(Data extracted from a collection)
((
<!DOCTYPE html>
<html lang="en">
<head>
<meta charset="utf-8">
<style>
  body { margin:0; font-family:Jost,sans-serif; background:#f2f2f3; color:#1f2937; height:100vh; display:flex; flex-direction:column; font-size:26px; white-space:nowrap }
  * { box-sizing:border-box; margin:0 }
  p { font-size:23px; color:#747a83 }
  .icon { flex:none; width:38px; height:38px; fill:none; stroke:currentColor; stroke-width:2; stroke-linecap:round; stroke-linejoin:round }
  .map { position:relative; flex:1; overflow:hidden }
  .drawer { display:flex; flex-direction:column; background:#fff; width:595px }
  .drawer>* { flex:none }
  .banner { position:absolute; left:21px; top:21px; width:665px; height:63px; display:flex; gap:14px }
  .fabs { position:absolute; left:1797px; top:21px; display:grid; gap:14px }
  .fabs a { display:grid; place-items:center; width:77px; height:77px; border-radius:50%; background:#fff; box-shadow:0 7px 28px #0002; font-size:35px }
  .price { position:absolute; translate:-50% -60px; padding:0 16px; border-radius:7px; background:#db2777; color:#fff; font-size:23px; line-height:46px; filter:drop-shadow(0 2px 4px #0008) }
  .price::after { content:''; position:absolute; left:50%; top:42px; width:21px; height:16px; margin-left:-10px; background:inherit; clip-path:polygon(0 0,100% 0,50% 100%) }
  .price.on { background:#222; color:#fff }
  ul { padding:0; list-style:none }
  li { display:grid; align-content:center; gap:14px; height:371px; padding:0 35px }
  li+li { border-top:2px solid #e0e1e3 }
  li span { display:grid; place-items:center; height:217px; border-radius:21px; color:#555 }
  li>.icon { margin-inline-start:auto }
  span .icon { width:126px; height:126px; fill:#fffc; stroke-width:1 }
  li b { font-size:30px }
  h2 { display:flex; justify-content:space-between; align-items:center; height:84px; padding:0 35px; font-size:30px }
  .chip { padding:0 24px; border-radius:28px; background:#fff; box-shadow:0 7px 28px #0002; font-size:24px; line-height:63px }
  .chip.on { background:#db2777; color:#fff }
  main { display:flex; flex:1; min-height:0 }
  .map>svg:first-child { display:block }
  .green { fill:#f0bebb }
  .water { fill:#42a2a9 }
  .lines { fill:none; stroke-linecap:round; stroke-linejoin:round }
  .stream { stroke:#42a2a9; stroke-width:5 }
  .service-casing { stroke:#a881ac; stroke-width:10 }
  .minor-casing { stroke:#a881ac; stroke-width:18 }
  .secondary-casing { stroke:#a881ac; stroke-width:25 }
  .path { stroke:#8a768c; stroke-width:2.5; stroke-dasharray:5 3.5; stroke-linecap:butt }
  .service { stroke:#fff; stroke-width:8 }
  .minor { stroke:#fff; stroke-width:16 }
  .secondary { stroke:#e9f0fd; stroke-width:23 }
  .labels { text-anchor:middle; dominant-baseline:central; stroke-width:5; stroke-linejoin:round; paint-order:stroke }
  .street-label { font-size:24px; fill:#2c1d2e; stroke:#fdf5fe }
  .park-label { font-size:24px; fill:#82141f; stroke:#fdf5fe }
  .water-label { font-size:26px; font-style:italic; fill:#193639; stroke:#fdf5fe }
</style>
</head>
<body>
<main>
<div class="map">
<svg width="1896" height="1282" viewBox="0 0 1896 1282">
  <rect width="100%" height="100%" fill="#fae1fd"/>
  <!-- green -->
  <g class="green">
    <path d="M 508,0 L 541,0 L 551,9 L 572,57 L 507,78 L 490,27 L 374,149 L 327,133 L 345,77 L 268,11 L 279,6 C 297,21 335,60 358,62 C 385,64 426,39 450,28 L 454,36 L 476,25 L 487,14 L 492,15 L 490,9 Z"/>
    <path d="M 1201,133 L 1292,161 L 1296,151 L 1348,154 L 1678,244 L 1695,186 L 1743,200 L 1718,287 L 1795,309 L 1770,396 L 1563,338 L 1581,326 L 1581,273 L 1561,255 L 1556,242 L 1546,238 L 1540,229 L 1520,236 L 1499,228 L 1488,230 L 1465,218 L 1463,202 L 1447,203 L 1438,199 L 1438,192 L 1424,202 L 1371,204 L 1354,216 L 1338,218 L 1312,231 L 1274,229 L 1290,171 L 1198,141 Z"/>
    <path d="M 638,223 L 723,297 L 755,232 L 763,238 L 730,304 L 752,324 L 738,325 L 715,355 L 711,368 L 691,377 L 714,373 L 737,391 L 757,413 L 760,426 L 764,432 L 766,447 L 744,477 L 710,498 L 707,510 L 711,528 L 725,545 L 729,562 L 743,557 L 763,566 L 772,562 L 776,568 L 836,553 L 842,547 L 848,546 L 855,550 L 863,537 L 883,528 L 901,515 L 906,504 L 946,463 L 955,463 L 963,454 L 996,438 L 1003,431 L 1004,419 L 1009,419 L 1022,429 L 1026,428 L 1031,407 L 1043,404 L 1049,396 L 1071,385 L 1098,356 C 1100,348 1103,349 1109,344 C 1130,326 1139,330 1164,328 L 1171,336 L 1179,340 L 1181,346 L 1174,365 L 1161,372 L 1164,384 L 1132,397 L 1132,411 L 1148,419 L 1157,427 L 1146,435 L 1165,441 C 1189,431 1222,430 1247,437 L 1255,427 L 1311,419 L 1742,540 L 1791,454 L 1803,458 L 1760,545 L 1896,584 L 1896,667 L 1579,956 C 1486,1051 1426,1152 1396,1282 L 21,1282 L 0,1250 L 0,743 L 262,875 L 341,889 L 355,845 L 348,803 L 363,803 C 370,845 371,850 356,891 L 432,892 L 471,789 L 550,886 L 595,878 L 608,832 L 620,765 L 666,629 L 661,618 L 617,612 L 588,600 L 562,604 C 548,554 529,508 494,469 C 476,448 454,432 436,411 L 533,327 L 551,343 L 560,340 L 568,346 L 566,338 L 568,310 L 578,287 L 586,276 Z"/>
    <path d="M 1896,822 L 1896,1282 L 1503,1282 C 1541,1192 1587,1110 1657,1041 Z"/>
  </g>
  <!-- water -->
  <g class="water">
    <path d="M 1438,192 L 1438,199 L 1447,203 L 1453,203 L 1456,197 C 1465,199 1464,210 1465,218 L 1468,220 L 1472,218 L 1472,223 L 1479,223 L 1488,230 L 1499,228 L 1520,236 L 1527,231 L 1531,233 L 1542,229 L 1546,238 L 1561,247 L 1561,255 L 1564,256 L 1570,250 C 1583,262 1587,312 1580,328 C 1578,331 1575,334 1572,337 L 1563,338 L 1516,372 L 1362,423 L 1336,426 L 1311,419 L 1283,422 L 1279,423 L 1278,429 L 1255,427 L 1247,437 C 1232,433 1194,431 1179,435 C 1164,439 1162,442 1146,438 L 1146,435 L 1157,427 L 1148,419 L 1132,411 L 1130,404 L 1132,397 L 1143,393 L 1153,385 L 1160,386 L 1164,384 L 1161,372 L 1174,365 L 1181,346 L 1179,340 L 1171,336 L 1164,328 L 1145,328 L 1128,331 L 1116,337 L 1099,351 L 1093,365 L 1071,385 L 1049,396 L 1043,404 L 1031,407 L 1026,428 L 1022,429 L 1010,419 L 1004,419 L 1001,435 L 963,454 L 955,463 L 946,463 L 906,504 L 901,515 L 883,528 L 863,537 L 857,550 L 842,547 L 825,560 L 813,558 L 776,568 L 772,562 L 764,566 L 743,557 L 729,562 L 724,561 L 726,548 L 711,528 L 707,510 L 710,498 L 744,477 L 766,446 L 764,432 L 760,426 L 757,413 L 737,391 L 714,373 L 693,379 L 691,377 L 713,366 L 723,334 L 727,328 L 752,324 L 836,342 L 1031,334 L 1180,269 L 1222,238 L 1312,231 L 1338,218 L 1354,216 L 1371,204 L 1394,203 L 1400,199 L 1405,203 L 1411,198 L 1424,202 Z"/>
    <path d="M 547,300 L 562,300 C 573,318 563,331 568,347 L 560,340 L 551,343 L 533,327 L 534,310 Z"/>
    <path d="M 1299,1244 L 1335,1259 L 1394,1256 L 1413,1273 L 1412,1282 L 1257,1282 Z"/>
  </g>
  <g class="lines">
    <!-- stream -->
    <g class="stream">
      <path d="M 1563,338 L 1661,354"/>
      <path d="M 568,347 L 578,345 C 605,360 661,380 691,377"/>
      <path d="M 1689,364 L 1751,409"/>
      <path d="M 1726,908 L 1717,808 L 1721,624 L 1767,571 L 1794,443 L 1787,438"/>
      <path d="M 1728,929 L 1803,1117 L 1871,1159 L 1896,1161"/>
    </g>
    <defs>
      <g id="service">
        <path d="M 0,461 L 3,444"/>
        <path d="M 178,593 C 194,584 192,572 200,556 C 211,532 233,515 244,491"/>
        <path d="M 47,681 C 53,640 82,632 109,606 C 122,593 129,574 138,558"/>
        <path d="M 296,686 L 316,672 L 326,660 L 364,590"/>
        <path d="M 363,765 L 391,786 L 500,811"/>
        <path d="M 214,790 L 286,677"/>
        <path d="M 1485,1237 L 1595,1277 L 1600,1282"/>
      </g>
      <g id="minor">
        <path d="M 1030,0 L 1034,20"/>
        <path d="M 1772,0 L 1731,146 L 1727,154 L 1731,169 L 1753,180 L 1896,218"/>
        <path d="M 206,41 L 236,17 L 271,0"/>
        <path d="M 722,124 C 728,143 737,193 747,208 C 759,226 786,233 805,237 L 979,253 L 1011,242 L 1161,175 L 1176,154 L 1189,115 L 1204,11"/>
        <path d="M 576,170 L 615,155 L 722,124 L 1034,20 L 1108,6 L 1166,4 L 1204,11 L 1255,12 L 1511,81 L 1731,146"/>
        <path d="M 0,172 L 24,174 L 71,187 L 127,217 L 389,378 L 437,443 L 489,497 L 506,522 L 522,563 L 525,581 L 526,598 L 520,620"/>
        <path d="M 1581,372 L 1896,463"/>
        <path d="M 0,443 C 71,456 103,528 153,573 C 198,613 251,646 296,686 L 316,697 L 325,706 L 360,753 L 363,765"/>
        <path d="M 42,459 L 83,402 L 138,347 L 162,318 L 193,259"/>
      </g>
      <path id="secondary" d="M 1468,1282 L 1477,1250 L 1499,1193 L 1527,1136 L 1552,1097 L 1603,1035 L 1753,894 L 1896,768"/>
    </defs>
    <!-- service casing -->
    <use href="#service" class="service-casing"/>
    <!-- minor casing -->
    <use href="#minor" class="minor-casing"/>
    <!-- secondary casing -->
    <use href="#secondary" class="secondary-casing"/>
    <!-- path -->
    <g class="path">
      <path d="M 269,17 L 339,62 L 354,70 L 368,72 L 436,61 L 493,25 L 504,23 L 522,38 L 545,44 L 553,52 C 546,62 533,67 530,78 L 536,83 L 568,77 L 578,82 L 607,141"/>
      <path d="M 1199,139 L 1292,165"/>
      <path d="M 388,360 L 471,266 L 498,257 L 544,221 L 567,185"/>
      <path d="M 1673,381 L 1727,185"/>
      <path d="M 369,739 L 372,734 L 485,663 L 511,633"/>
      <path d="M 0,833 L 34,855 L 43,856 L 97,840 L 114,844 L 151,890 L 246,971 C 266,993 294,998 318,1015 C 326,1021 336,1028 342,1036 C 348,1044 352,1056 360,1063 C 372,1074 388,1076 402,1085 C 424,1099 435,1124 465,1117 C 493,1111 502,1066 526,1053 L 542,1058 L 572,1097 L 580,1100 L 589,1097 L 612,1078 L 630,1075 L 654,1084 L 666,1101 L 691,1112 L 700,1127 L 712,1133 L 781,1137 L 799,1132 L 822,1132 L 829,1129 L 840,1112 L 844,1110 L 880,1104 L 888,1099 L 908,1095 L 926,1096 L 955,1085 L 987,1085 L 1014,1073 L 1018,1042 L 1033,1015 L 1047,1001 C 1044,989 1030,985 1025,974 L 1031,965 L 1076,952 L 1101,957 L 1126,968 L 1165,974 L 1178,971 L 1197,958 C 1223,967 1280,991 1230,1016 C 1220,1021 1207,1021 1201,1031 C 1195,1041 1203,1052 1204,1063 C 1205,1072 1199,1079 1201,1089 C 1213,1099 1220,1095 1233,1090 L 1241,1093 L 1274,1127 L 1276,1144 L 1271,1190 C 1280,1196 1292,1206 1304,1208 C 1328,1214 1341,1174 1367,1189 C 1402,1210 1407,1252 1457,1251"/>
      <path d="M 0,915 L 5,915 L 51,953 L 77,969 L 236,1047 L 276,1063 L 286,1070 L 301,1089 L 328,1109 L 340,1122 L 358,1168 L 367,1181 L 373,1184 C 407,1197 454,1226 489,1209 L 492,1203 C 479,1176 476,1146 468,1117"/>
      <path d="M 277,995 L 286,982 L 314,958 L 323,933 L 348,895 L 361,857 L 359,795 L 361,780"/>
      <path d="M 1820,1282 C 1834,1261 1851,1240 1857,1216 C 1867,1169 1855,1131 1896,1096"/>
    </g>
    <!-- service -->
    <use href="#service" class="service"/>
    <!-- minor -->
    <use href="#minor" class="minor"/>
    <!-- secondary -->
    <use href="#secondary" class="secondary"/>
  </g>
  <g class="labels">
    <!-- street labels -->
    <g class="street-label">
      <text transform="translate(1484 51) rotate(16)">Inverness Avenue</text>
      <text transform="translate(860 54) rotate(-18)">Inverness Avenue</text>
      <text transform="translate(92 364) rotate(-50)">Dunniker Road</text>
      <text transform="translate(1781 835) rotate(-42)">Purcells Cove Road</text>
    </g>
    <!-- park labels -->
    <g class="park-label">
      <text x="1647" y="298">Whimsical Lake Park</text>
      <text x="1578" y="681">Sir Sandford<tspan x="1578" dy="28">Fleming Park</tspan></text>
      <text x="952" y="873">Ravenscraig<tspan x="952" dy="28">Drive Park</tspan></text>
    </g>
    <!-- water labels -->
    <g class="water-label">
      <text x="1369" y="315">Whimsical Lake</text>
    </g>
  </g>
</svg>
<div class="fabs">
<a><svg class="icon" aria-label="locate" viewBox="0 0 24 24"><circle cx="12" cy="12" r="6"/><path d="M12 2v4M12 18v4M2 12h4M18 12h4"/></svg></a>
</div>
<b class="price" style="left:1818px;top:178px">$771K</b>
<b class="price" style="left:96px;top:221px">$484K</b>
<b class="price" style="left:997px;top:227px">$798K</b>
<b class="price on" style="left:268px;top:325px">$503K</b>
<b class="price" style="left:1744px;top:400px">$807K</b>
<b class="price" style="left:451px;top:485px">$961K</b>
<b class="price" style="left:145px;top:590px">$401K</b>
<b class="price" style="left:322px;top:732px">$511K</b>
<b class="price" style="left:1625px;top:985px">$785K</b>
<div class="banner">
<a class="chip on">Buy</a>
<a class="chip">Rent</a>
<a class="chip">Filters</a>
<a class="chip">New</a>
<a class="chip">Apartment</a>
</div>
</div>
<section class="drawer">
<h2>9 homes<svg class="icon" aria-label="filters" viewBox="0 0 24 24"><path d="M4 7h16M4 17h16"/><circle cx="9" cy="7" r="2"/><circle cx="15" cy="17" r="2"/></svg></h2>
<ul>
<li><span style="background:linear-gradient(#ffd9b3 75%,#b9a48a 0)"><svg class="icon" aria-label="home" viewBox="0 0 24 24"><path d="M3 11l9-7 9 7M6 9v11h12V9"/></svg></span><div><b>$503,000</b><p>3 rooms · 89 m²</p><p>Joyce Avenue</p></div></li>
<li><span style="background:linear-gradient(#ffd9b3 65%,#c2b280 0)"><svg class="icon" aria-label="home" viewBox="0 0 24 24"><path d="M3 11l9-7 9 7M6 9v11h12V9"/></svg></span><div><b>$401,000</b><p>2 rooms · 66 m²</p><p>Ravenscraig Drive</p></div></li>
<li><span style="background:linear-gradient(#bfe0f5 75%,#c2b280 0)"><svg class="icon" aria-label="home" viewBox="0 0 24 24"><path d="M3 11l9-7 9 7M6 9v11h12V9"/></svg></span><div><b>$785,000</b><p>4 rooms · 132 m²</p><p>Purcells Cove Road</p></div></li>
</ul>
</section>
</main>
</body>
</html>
))
- **Task description**
Examine each line of the records above and tally those with the string "fabs". State the total alone.

- **Solution to the problem**
3